ある日、そんな山葉にオルガンの修理の依頼があった。山葉は故障したオルガンを分解し、オルガンの構造を模写して数十枚の図面にまとめた。故障の原因を見つけて修理した後、自らオルガンを作ることを決意して山葉風琴製造所を設立、そして製造に取り掛かってから二ヵ月後に国産第一号のオルガンを完成させた。これが、“ヤマハブランド”の始まりとなる。

(1887年/リードオルガン|出典:ヤマハ>>ヤマハプロダクトの歴史)

オルガンの完成後、山葉風琴製造所から“山葉楽器製造所”、“日本楽器製造株式会社”と改組し、オルガン製造の技術を活かしてアップライト型(弦が水平面に対して垂直)の国産第一号のピアノを完成させた。

(1887年/アップライトピアノ|出典:ヤマハ>>ヤマハプロダクトの歴史)
国産第一号のピアノのフレームや鍵盤、ハンマーなどの部品は輸入したものだったが、ピアノの音を響かせる木製の板である“響板”は音質や音量を左右する重要な部品であったため、山葉と弟子の河合小市とで作り上げた。アップライト型ピアノの完成後、その技術を用いてグランド(弦が水平面に対して平行)ピアノの製造に成功する。このグランドピアノは大阪の内国勧業博覧会に出品され、最高賞牌を獲得した。また、米国博覧会では名誉大牌賞を獲得した。

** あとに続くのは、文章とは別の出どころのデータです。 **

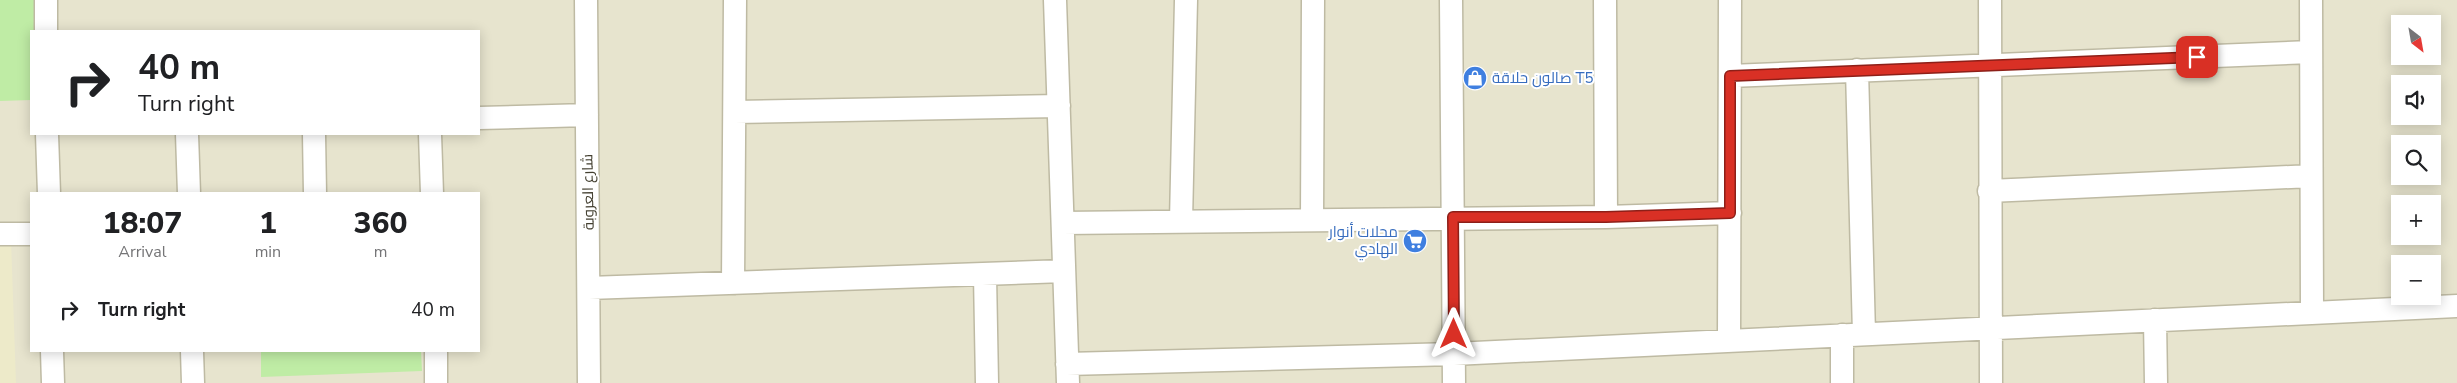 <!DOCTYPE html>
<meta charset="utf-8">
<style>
:root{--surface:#fff;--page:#f2f2f2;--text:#202124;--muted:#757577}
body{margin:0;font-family:"Nunito Sans",Cairo,sans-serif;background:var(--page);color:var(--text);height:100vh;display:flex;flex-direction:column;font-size:19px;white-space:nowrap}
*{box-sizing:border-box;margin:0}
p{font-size:16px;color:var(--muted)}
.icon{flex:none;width:28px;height:28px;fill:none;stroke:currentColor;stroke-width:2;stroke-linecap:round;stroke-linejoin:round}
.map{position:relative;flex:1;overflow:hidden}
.drawer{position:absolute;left:30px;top:192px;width:450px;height:160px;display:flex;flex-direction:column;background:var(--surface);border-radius:0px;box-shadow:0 2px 12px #0003}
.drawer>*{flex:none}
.banner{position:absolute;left:30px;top:30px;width:450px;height:105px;border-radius:0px;box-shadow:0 2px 12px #0003;background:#fff;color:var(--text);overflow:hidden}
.needle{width:32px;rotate:149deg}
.controls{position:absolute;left:2391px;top:15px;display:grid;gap:10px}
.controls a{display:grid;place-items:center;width:50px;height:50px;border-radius:0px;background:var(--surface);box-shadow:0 2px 12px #0003;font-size:25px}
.pin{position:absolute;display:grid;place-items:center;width:42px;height:42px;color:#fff;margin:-21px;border-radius:10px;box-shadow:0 2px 8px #0006}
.me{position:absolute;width:55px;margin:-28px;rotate:0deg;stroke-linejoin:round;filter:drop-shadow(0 0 4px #0008)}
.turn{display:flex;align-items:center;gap:18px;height:105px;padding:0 25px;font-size:22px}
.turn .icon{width:65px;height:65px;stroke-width:2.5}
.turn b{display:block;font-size:35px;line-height:42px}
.eta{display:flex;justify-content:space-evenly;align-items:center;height:85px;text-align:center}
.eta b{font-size:30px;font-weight:800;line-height:35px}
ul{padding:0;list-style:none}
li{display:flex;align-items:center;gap:15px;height:65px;padding:0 25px}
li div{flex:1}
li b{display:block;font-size:19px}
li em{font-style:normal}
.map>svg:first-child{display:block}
.residential{fill:#e7e4ce;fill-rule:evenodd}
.education{fill:#edeac9}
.green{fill:#bfeca5}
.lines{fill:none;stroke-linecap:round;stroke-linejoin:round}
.minor-casing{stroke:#bebaa3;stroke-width:25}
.minor{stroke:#fff;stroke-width:22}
.route-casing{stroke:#8d1f18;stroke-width:12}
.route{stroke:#d93025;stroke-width:9}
.labels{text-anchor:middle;stroke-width:4;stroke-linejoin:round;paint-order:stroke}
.shop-label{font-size:15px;fill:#366cbe;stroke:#fff;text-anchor:start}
.street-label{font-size:15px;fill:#444031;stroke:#fff}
</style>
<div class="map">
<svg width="2457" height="383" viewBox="0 0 2457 383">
<rect width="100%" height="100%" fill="#f3f0e1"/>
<!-- residential -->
<path class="residential" d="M0 0H2457V383H0ZM2400 24H2432V56H2400ZM31 31H479V134H31ZM2400 84H2432V116H2400ZM2400 144H2432V176H2400ZM31 194H479V351H31ZM2400 204H2432V236H2400ZM2400 264H2432V296H2400Z"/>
<!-- education -->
<path class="education" d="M0 240H11L16 383H0Z"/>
<!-- green -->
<path class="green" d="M0 0H37V31H31V100L0 101Z
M261 351H421L422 371 261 377Z"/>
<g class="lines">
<!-- minor casing -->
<g class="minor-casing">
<path id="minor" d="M46 0V31
M586 0 589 383
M1055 0 1068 383
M1451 0 1454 383
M1605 0 1606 217
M1990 0 1991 383
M2311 0 2312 313
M1857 70 1864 334
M1730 76 2311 52
M735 112 1059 106
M479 118 587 115
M47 134 49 194
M187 134 189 194
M314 134 315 194
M430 134 432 194
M1989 191 2311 176
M1312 219 1313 0
M1181 221 1186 0
M1063 223 1606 217 1730 213
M0 234H31
M985 275 987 383
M733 283 735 0
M589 288 1064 271
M2155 320 2156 383
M1729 341 1730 0
M52 351 53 383
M192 351 193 383
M436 351V383
M1067 364 1454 354 2457 306
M1842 383V335"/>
</g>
<!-- minor -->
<use href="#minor" class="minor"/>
</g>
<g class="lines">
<!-- route casing -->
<g class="route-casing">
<path id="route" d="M1454 334 1453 217H1606L1730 213V76L2197 57"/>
</g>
<!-- route -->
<use href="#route" class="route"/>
</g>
<!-- icons -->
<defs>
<g id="shop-disc" transform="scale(1.25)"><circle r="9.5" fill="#3f7fe0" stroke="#fff"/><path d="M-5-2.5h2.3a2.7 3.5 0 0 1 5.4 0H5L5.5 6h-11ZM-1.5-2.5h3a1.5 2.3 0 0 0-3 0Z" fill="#fff"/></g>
<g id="supermarket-disc" transform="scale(1.25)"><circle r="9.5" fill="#3f7fe0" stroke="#fff"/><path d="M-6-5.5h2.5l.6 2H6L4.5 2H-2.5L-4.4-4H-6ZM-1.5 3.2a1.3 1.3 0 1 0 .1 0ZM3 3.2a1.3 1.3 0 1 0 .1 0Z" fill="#fff"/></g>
</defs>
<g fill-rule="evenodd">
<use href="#shop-disc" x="1475" y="78"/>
<use href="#supermarket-disc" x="1415" y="241"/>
</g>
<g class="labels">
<!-- shop labels -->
<g class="shop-label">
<text x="1492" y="83">صالون حلاقة T5</text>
<text x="1398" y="237" text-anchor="end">محلات أنوار<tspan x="1398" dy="17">الهادي</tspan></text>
</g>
<!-- street labels -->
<g class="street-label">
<text transform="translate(588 192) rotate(-91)" y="5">شارع العروبة</text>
</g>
</g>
</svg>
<div class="controls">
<a><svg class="needle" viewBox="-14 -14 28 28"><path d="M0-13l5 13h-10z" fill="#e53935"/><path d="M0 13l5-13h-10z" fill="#757577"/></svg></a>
<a><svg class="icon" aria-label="sound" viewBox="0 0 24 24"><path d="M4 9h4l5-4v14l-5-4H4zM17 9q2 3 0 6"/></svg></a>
<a><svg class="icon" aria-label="search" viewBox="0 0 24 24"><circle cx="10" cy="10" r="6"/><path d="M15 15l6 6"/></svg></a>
<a>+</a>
<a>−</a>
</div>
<div class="pin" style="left:2197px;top:57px;background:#d93025"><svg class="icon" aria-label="arrive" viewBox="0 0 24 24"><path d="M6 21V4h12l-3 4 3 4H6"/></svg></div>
<svg class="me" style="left:1454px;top:334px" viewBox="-20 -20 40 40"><path d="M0-17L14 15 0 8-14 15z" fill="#d93025" stroke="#fff" stroke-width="4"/></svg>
<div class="banner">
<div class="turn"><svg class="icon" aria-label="right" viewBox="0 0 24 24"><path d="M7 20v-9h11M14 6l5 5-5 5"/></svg><div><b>40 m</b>Turn right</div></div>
</div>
<section class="drawer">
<div class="eta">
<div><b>18:07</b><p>Arrival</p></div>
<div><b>1</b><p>min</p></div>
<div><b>360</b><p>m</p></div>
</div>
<ul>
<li><svg class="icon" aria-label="right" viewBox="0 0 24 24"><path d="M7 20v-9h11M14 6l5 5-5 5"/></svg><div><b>Turn right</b></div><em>40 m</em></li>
</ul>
</section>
</div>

(1902年/グランドピアノ|出典:ヤマハ>>ヤマハプロダクトの歴史)

二人がピアノ作りの過程で身に付けた木材の加工技術は、その後に多くの技術に応用され、様々な技術に派生していくことになる。

・木材加工から、高級木工品の製造へ

二人はピアノ製造に必要な理想の部品を希望通りに製作するため、木材加工の機械を考案した。当時のオルガンは装飾家具の要素も多く持っていたため、オルガンの製作には細かな機能部品だけでなく、装飾部分を作る技術も必要だった。響板の製造に用いた木材の加工技術は応用され、高級洋家具やベニアの開発に用いられた。
こうした楽器と家具の製造で培った調達や木材乾燥、加工、塗装技術を応用することで、事業領域は室内装飾、家具、建築分野へと拡大し、高級家具製造、ミシンテーブル、木製プロペラなどの製品化に至った。木製プロペラの製造には木質や乾燥、膠着、塗装において綿密な検査の下での製造技術が求められたため、次第に高度な木材加工技術が蓄積されていった。こうして蓄積された木材加工技術は高級木工品の加工技術へと応用され、製造された高級木工品は帝国議会議事堂(現:国会議事堂)や帝国大学(現:東京大学)図書館、または諸外国の王室などに納品されるようになった。

・音響記録装置の開発

山葉寅楠の逝去後、ピアノ製造の技術は日本楽器製造株式会社に継承された。当時の代表取締役であった川上嘉一は自社で製造したピアノの優秀さを実証するためのデータの必要性を感じ、音を科学的に分析することでピアノの良さを証明するための音響実験室を設置した。ここで川上は、オシログラフを利用してプロペラの音を研究している方法をピアノの音作りに活用できると考え、音響記録装置を開発した。これにより音の高低、大小、音色の測定が可能となった。その後、音響記録装置に用いられている技術を応用し、電気楽器であるマグナオルガンの製作を開始した。

・木製プロペラから金属製プロペラへ

戦時中には航空機のプロペラ生産が主力となり、需要が木製プロペラから金属製プロペラに移行するにつれ、日本楽器製造が有する木製プロペラの製造技術は金属加工技術へと応用されていくことになる。日本楽器製造のプロペラ加工の技術水準は高く、太平洋戦争開戦時には軍が所有する飛行機に用いられるプロペラの60%以上が日本楽器製造製だったといわれている。当時の社史には、『(日本楽器製造株式会社は)陸軍省指定工場となり、殆ど全部を一手に納入するも、未だプロペラに起因する飛行機の故障は絶無』と記録されており、プロペラ加工の技術力の高さが示されている。

終戦後、プロペラからの飛躍

終戦後は金属プロペラ加工に用いた技術を応用するべく“ヤマハ技術研究所”を設立し、オートバイや自動車エンジン、レーシングマシンの研究を開始した。また、ピアノの弦やフレームが金属であったことから、金属の研究にも取り掛かった。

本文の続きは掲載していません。